MINIWEB — Paris – UNESCO menambahkan tiga lokasi yang digunakan rezim brutal Khmer Merah di Kamboja sebagai tempat penyiksaan dan eksekusi 50 tahun lalu ke dalam daftar warisan dunia.
Badan budaya PBB itu menempatkan ketiga lokasi tersebut dalam daftar pada Jumat (11/7/2025) dalam sesi ke-47 Komite Warisan Dunia di Paris
Penetapan ini bertepatan dengan peringatan 50 tahun sejak pemerintahan komunis Khmer Merah naik ke tampuk kekuasaan dan menyebabkan kematian sekitar 1,7 juta warga Kamboja akibat kelaparan, penyiksaan, dan eksekusi massal selama empat tahun, yakni dari 1975 hingga 1979.
UNESCO menyusun daftar warisan dunia untuk mencantumkan situs-situs yang dianggap penting bagi umat manusia, seperti Tembok Besar di China, Piramida Giza di Mesir, Taj Mahal di India, serta kompleks arkeologi Angkor Wat di Kamboja.
Tiga situs baru yang dimaksud UNESCO mencakup dua penjara terkenal dan satu lokasi eksekusi.
Museum Genosida Tuol Sleng, yang berada di ibu kota Phnom Penh, dulunya merupakan sebuah sekolah menengah yang diubah Khmer Merah menjadi penjara terkenal bernama S-21. Rezim ini memenjarakan dan menyiksa sekitar 15.000 orang di tempat tersebut.
Khmer Merah juga menggunakan penjara M-13 di pedesaan Provinsi Kampong Chhnang, Kamboja tengah, sebagai salah satu penjara utama pada masa awal kekuasaannya.

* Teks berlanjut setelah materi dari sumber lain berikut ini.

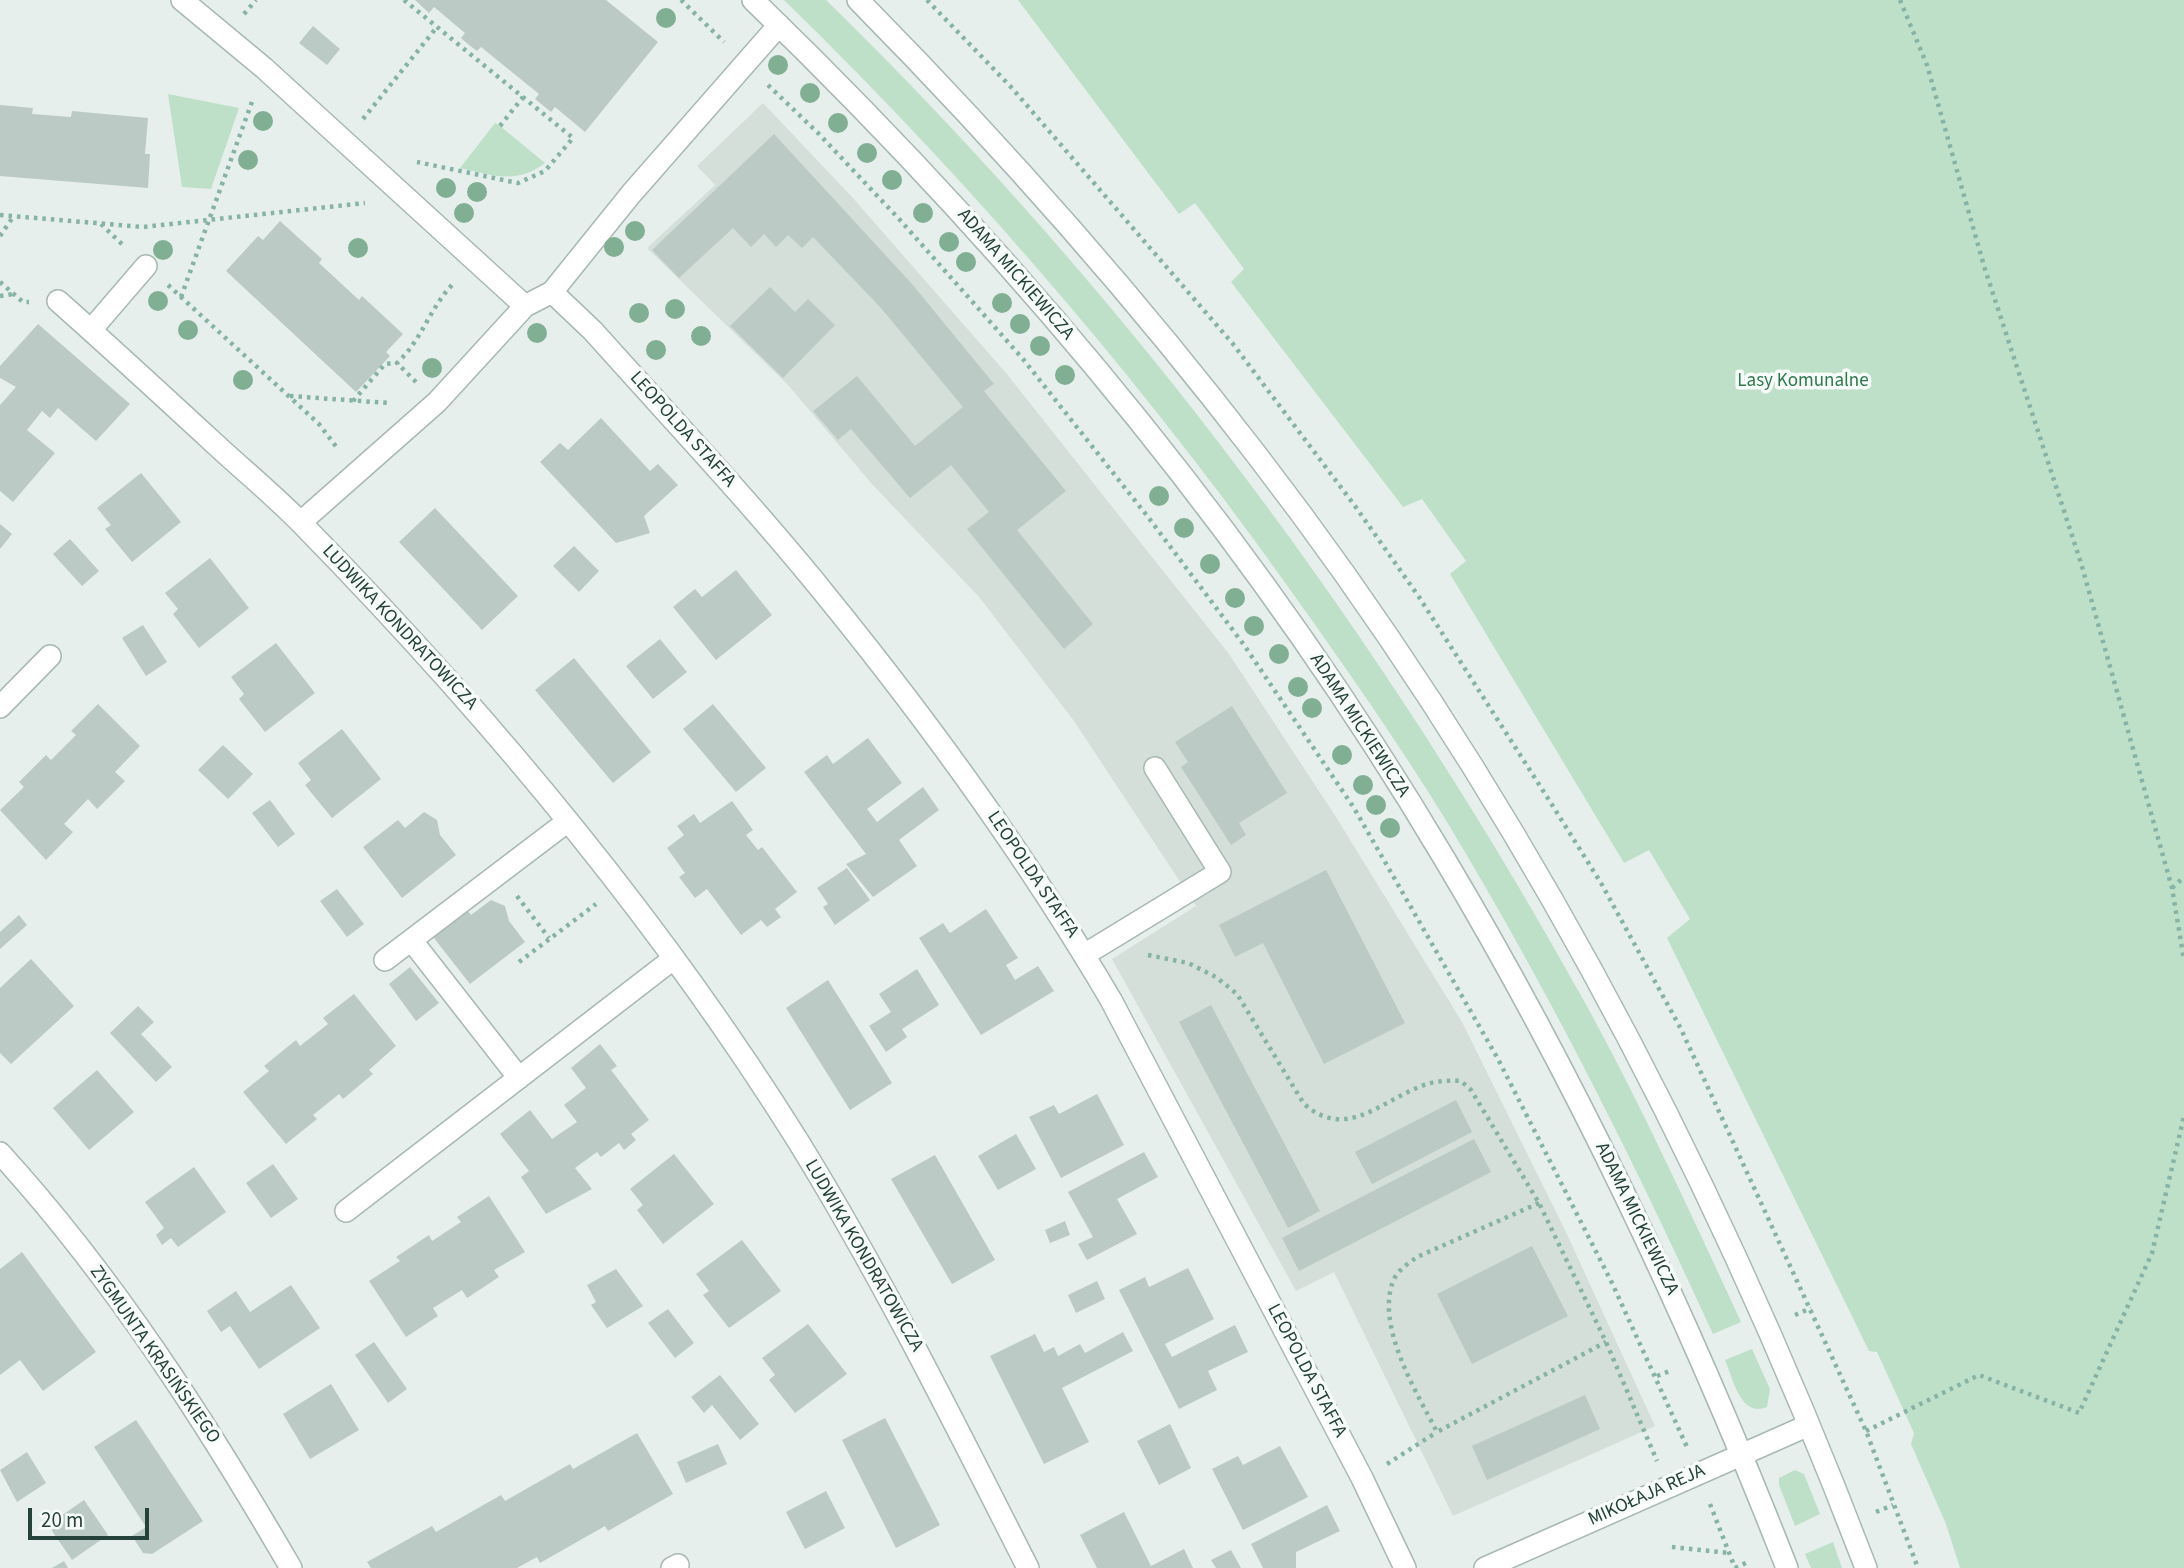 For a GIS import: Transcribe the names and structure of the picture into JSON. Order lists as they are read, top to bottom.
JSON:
{
  "streets": {
    "street": [
      "ADAMA MICKIEWICZA",
      "LEOPOLDA STAFFA",
      "LUDWIKA KONDRATOWICZA",
      "ZYGMUNTA KRASIŃSKIEGO",
      "MIKOŁAJA REJA"
    ]
  },
  "crossings": [
    ["ADAMA MICKIEWICZA", "MIKOŁAJA REJA"]
  ],
  "parks": ["Lasy Komunalne"],
  "scale_bar": "20 m"
}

Sementara itu, mereka menggunakan Choeung Ek, yang terletak sekitar 15 km di selatan ibu kota, sebagai lokasi eksekusi dan kuburan massal. Kisah kekejaman di tempat ini menjadi sorotan dalam film “The Killing Fields”.
Pada 17 April 1975, Khmer Merah merebut Phnom Penh dan segera menggiring hampir seluruh penduduk kota ke pedesaan, lalu memaksa mereka bekerja dalam kondisi yang sangat keras hingga 1979, ketika Vietnam menginvasi dan menggulingkan rezim tersebut.
Respons PM Kamboja
:strip_icc():format(webp)/kly-media-production/medias/1603581/original/037832500_1495594179-kil2.jpg)
Perdana Menteri Kamboja Hun Manet pada Jumat mengeluarkan seruan kepada masyarakat untuk membunyikan genderang secara serentak di seluruh negeri pada Minggu (13/7) pagi guna menandai penetapan situs-situs tersebut oleh UNESCO.
“Semoga penetapan ini menjadi pengingat abadi bahwa perdamaian harus selalu dijaga,” kata Hun Manet dalam pesan video yang diunggahnya secara daring. “Dari babak tergelap dalam sejarah, kita dapat menarik kekuatan untuk membangun masa depan yang lebih baik bagi umat manusia.”
Direktur Eksekutif Pusat Dokumentasi Kamboja di Phnom Penh, Youk Chhang, mengatakan bahwa negara ini masih bergulat dengan warisan menyakitkan dari genosida, penyiksaan, dan kekejaman massal. Namun menurutnya, penetapan ketiga situs tersebut dalam daftar UNESCO akan membantu mendidik generasi muda Kamboja dan masyarakat dunia.
“Meski tempat-tempat itu dulunya merupakan lanskap kekerasan, mereka juga akan — dan bisa — turut menyembuhkan luka-luka yang ditinggalkan era tersebut, yang hingga kini masih belum sepenuhnya pulih,” imbuhnya.